- [How to complete this task]: Lines with the word "Math" are the ones wanted. Copy each of them from the entries below.

- [Records for this exercise]:
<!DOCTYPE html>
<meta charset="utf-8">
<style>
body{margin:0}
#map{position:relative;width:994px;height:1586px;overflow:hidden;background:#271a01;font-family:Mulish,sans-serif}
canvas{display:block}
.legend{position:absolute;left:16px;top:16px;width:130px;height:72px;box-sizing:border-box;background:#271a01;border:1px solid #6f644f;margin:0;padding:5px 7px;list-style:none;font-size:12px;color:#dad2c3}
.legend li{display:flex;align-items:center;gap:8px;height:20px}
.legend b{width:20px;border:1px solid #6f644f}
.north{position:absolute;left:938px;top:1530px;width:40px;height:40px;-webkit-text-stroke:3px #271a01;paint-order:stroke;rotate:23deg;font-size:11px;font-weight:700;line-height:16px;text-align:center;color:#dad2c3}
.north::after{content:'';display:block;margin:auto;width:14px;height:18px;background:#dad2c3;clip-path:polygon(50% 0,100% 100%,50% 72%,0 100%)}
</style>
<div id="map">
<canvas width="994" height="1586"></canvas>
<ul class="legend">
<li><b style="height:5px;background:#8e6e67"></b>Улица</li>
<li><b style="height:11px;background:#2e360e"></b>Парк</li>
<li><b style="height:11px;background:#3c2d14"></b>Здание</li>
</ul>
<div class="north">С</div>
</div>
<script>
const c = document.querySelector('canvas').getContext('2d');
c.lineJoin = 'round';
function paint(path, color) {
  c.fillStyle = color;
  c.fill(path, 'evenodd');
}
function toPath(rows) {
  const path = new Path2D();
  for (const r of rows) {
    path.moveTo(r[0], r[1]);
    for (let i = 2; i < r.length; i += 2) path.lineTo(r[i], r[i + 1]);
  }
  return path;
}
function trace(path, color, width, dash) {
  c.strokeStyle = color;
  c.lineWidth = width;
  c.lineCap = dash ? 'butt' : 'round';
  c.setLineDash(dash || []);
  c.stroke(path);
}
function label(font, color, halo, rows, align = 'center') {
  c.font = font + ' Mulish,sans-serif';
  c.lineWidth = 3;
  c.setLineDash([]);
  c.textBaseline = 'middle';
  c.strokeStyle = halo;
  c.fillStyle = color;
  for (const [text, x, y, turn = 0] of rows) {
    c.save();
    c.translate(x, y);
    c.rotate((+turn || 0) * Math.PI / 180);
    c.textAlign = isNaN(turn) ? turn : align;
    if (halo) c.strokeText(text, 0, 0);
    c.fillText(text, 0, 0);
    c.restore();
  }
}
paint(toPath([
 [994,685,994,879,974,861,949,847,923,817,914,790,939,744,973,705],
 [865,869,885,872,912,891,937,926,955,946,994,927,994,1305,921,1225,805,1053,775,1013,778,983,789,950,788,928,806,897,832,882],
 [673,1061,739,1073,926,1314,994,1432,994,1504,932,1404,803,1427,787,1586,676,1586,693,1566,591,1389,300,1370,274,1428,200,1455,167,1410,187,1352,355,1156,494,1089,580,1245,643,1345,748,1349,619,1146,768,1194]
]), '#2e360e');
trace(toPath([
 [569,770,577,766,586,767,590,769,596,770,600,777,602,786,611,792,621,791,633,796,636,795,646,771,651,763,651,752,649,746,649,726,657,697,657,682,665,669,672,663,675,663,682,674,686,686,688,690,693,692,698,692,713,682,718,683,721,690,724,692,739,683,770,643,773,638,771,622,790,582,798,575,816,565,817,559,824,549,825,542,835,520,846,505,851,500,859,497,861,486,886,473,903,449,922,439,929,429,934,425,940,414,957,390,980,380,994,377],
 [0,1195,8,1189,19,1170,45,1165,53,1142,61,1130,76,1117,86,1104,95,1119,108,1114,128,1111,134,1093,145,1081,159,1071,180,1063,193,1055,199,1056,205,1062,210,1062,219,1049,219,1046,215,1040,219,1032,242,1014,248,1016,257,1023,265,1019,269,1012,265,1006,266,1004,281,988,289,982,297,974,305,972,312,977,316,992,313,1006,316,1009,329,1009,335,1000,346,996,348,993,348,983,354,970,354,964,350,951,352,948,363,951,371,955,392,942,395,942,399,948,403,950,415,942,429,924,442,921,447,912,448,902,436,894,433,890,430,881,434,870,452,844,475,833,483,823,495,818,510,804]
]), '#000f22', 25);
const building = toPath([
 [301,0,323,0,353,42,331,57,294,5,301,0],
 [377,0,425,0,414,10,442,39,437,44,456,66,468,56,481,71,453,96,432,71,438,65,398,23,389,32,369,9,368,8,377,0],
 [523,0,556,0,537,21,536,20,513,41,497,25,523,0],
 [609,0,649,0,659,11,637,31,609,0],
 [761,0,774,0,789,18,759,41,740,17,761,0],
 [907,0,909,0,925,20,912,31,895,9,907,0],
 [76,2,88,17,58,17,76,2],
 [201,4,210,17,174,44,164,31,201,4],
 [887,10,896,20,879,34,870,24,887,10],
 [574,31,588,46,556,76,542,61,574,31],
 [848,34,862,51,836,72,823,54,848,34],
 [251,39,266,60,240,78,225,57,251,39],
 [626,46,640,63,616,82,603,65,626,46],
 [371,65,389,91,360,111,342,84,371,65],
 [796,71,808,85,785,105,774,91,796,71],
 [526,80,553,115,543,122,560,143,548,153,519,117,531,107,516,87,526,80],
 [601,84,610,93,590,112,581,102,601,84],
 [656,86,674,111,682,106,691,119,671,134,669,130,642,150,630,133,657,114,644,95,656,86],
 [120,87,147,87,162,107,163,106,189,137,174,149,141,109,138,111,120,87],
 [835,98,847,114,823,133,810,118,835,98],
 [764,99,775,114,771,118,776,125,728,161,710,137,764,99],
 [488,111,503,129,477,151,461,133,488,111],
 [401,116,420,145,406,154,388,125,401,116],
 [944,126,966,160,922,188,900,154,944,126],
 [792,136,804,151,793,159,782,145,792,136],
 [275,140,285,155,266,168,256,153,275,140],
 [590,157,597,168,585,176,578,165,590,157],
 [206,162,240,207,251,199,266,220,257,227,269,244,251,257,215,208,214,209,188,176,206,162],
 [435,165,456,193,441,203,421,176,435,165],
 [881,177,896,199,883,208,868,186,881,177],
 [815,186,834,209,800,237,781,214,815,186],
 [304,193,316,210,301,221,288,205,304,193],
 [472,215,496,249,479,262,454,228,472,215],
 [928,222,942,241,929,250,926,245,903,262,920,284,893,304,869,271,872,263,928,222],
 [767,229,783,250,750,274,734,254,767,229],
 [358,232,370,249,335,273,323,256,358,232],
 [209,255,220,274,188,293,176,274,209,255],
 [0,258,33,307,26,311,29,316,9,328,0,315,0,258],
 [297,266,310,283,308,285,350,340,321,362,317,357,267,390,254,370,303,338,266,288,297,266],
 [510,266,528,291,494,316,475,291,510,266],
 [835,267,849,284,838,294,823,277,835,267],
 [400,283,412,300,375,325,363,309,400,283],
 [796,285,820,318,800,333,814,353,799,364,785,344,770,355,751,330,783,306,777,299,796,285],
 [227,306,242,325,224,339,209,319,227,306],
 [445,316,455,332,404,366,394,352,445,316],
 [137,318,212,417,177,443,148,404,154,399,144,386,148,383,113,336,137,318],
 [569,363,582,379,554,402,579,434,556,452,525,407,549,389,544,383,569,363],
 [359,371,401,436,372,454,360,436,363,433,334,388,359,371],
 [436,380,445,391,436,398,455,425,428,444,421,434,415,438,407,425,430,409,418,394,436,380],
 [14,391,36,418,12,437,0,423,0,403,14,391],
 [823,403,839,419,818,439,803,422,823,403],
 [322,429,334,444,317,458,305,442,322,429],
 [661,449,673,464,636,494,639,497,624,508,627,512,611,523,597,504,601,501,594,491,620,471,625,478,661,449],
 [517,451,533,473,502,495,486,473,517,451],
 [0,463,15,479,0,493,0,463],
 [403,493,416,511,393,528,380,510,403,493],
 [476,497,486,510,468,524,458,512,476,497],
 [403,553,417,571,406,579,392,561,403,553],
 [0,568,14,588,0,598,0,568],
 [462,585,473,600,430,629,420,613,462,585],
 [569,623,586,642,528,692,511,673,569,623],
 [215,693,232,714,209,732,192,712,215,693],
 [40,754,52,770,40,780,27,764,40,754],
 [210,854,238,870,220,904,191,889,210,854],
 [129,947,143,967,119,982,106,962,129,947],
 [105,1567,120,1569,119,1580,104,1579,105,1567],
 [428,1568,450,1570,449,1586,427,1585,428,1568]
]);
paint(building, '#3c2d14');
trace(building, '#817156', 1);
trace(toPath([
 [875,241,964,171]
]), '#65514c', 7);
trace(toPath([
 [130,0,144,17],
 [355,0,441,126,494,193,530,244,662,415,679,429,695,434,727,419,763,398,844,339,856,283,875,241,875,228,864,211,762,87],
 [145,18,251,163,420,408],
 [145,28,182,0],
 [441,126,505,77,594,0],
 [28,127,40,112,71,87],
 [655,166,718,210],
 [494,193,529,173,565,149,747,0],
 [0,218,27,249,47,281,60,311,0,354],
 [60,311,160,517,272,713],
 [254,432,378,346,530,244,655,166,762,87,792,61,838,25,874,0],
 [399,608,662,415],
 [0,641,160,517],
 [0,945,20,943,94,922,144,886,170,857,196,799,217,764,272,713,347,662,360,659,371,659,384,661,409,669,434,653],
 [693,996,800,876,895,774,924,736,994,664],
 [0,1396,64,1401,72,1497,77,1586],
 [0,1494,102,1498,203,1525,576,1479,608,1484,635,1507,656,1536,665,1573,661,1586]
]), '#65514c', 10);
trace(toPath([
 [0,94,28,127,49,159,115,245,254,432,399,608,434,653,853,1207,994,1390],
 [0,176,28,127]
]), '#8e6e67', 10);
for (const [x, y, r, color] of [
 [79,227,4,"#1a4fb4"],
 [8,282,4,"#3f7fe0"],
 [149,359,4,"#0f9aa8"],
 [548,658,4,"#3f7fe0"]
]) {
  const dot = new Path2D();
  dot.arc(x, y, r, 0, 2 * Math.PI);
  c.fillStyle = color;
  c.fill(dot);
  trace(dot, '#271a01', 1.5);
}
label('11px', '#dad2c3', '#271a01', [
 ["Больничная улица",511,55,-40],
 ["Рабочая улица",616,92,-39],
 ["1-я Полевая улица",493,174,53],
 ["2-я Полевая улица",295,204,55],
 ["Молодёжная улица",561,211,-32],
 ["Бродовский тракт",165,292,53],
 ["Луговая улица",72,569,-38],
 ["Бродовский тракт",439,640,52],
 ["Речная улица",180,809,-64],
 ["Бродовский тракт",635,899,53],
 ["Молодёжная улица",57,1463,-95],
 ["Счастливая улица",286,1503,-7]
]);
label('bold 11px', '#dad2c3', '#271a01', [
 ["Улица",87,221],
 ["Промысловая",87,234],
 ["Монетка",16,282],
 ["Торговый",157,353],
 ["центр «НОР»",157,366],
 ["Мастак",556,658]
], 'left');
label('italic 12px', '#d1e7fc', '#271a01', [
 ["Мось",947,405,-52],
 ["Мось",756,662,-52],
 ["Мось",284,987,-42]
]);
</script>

- [Solved problem]:
    c.rotate((+turn || 0) * Math.PI / 180);
  dot.arc(x, y, r, 0, 2 * Math.PI);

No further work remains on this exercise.